Mujahed also reported that most of the captives were sick from weather conditions and from lack of “proper food.”
“Their health condition is not good,” the spokesman said. “The weather conditions and a lack of proper food have made conditions for them very hard. Most of them are sick.”
Talks between Taliban negotiators and a South Korean delegation had initially appeared to be making headway when two female hostages were released last Monday. However, the negotiations have since become deadlocked with the rebels continuing to demand the release of its jailed fighters in exchange for the Koreans.
South Korea has explained that it has no power to concede to the rebels’ demand as the prisoners are held by the Afghan and U.S. military.
Both Kabul and Washington have stated from the beginning that they will not release any prisoners because it will only encourage future terrorism and kidnapping in a country already struggling with violence and lawlessness.

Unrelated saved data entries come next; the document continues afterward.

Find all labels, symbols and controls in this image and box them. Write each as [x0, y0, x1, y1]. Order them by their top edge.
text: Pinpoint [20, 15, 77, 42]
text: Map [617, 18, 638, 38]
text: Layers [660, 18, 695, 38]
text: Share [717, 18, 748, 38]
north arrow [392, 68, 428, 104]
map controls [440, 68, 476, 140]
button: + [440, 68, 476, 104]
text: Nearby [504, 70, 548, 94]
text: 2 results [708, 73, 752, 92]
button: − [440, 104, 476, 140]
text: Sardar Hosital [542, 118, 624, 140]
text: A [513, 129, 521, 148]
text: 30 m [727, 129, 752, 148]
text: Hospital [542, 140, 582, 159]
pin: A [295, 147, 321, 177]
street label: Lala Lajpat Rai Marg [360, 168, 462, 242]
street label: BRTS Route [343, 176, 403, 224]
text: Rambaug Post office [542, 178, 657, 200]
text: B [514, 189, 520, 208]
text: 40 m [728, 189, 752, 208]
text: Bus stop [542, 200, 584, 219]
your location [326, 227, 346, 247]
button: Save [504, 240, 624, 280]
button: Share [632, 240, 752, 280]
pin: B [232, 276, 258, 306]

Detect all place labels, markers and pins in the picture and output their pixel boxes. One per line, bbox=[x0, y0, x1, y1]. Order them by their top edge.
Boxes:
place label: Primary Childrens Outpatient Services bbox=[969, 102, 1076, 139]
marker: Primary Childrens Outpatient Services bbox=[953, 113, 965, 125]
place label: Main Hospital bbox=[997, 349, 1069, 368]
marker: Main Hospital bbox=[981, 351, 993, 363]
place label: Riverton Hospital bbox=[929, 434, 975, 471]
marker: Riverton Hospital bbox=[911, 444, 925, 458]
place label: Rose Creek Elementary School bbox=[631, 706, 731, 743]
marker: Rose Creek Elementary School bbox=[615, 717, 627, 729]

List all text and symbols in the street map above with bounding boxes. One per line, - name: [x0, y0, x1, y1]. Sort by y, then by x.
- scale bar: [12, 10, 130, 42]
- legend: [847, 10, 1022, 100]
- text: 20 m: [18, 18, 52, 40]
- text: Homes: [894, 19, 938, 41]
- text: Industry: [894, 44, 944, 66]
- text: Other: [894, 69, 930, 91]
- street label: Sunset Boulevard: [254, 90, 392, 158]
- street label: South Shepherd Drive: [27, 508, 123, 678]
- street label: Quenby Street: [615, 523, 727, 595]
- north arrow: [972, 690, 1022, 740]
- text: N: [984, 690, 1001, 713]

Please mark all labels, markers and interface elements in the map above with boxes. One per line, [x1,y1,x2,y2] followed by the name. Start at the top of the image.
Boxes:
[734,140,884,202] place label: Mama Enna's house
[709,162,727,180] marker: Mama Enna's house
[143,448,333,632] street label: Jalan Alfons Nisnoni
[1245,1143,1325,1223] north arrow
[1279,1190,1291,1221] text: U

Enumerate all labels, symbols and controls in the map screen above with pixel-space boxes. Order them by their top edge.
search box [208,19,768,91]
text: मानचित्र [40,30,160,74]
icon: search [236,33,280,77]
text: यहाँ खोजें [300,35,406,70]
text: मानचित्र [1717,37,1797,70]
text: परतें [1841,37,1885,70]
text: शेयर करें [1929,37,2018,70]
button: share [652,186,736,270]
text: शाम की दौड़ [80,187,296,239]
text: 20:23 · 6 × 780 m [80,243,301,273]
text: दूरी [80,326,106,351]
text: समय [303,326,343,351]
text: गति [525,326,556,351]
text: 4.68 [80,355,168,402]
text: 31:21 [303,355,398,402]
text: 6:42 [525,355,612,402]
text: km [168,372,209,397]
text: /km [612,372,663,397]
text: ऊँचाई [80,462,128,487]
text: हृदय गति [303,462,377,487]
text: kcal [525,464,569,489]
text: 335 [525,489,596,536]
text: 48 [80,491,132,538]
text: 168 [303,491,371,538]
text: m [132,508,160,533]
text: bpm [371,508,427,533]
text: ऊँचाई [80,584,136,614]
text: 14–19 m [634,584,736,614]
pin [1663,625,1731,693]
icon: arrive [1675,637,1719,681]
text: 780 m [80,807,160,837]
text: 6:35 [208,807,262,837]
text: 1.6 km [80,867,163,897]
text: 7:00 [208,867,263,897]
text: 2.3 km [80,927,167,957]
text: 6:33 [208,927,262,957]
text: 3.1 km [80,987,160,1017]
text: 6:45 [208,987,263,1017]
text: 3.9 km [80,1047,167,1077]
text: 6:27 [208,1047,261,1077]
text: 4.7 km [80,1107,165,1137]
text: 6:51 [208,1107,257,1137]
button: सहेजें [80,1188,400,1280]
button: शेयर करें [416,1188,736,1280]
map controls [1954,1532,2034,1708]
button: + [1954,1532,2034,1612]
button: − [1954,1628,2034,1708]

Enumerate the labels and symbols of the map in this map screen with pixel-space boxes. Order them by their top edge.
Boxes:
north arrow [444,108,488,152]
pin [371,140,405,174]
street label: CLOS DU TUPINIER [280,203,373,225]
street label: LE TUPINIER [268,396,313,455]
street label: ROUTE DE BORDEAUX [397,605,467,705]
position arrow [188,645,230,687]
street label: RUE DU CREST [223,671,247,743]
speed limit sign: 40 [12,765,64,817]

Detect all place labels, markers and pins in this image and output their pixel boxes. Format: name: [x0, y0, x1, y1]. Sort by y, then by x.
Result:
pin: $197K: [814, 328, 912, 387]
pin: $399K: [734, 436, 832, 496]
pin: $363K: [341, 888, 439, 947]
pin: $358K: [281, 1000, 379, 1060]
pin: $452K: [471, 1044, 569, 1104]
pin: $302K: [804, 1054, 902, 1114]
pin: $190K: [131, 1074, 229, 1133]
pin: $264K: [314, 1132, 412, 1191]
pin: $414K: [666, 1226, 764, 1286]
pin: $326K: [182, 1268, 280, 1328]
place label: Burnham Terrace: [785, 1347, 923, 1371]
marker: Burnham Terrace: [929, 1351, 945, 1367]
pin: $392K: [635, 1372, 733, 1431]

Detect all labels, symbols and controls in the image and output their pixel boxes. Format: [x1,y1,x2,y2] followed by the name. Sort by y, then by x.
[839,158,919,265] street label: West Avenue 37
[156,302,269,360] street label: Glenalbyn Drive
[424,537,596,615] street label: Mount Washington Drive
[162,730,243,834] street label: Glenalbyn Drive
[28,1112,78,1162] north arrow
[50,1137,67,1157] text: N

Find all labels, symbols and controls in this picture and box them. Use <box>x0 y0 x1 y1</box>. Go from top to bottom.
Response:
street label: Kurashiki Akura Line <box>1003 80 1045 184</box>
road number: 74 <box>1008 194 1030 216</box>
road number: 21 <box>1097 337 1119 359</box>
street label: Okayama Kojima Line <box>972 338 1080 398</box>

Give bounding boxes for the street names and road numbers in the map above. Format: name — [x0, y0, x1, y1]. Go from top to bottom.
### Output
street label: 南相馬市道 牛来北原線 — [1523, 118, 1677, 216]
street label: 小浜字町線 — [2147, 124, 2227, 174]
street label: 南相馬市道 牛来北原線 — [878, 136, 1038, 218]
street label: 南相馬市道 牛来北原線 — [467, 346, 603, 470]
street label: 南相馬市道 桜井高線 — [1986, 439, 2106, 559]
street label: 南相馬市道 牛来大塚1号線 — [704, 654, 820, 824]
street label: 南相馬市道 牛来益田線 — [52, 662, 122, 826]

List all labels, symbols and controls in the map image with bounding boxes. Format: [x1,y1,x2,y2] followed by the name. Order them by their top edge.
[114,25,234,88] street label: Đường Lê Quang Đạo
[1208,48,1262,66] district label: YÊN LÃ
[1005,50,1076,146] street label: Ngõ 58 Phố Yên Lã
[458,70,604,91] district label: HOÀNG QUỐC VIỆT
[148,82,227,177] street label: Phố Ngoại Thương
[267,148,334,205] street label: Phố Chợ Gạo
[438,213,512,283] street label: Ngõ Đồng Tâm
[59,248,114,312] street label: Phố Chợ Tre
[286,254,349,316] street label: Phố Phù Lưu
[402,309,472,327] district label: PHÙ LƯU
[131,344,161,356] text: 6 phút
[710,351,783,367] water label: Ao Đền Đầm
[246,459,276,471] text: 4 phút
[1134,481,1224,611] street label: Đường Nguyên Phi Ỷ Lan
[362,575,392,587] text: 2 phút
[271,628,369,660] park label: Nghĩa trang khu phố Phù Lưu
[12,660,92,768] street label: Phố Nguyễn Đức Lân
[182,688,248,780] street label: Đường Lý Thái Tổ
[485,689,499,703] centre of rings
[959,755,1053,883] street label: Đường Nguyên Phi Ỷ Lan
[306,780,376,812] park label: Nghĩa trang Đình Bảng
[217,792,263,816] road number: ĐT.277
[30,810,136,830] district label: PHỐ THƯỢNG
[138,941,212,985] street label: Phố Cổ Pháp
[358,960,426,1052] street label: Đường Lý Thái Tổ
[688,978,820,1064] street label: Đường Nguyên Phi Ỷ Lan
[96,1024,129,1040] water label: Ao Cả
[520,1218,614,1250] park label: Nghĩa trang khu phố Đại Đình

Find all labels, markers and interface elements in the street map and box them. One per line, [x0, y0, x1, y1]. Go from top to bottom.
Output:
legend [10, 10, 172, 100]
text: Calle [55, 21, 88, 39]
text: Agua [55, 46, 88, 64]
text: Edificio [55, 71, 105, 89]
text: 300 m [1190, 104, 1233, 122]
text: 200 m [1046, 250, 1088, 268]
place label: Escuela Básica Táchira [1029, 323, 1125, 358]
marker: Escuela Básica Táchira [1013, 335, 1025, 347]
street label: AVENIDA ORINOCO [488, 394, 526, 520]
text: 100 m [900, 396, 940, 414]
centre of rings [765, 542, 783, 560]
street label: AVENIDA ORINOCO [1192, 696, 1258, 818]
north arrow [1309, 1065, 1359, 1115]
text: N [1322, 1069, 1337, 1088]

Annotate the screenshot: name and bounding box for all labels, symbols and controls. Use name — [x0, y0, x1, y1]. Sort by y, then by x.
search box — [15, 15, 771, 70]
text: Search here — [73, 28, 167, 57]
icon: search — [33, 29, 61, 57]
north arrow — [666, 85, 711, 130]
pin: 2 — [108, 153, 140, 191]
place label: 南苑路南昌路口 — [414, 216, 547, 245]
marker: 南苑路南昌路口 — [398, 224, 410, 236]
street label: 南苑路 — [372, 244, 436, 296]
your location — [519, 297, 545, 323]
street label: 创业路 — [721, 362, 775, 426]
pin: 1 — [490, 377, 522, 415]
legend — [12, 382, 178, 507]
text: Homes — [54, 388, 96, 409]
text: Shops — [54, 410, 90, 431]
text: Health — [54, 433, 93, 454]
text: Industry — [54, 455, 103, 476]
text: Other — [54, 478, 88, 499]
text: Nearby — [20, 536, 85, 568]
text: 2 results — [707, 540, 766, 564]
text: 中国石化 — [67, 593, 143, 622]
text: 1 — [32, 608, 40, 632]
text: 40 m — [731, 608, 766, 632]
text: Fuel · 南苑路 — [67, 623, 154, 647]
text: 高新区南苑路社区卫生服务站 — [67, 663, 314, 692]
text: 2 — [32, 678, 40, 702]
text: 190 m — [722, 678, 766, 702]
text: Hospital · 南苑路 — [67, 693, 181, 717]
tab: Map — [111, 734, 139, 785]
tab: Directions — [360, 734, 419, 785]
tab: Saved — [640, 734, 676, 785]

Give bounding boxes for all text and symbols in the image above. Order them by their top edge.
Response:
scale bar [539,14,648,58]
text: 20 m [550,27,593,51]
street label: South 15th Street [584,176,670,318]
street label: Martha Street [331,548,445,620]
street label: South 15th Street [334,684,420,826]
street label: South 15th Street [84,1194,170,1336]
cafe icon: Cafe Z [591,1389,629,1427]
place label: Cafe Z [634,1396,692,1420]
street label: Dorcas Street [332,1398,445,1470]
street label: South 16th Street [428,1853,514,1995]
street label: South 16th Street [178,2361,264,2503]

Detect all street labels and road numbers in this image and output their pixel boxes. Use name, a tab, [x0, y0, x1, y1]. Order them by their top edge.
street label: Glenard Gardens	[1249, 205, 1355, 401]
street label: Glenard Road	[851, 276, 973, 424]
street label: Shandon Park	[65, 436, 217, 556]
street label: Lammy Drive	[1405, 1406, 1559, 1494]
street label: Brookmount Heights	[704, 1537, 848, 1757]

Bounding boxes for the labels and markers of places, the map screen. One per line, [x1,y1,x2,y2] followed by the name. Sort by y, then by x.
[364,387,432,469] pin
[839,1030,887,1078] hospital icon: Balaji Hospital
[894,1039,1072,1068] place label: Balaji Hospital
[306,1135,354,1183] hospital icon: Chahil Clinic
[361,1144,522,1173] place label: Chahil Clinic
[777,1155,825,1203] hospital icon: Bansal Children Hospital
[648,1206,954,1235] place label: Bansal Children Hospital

After a second round of face-to-face talks that began last Thursday, the Taliban said Saturday that the negotiations had “failed” and on Monday said it was losing patience with the South Korean delegation. Despite this, the Taliban and South Korea have still been holding talks over the telephone.
“We’ve been in phone contact with the Korean delegation,” Mujahed confirmed. “So far, there has not been any decision for face-to-face talks.”
According to Yonhap news agency, the Afghan government has set up a presidential committee to move forward negotiations on the crisis. The committee consists of representatives of the foreign affairs, interior and national security ministries.
It has been over a month since the Taliban militants abducted the group of 23 South Korean Christian volunteers on July 19 – the largest abduction of foreigners in Afghanistan since the fall of the Taliban regime in 2001. During that period, two male hostages have been killed – the leader of the group, Bae Hyung-kyu, who was found dead on July 25, and 29-year-old Shim Sung-min, whose body was found July 30.
Last week, the rebels released two females – 37-year-old Kim Kyung-ja and 32-year-old Kim Ji-na – as a “gesture of goodwill” when talks were going well.